Podoconiosis has been recognised by the World Health Organisation as a Neglected Tropical Disease with good reason. The populations affected are poor and those affected do not have the attention nor the resources they deserve.Dr Alex Kumar, School of Population Health and Environmental Sciences
19 September 2019
Podoconiosis – Stepping out of Neglect - copy
Podoconiosis is a debilitating, non-transmissible and preventable neglected tropical disease (NTD) that affects individuals who are exposed over many years to irritant minerals in soil provoking an abnormal inflammatory reaction.
In an article published this week in the Lancet, a researcher from King’s working in collaboration with researchers from Brighton and Sussex Medical School and Ethiopia, is putting podoconiosis in the spotlight.

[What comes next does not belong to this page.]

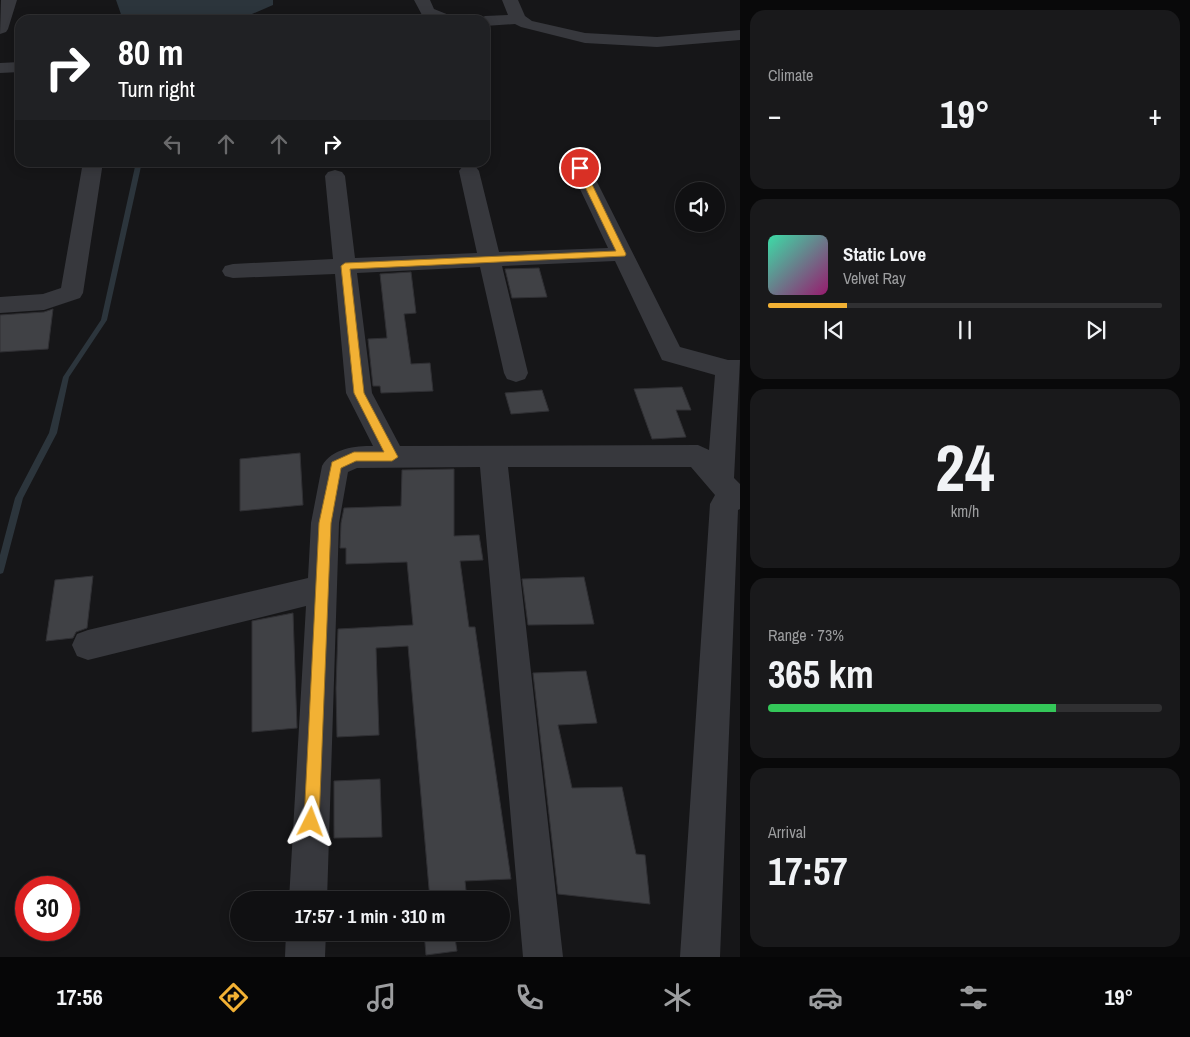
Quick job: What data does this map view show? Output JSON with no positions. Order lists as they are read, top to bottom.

Podoconiosis is a debilitating, non-transmissible and preventable neglected tropical disease (NTD) that affects individuals who are exposed over many years to irritant minerals in soil provoking an abnormal inflammatory reaction. Long-term exposure through walking, ploughing or going barefoot on specific clay soils appears to trigger changes within the lymph system in the feet and legs leading to swelling of the lower legs and episodes of extreme pain which worsen with prolonged exposure.
Co-author Dr Kebede Deribe from the Centre for Global Health Research at Brighton and Sussex Medical School said: “Podoconiosis is a widespread and important public health problem in Ethiopia. Nationwide mapping estimated that there are 1.5 million people living with podoconiosis in Ethiopia alone with more than 35 million people at risk. Podoconiosis has been documented in 32 countries worldwide with the highest burden concentrated in Africa.”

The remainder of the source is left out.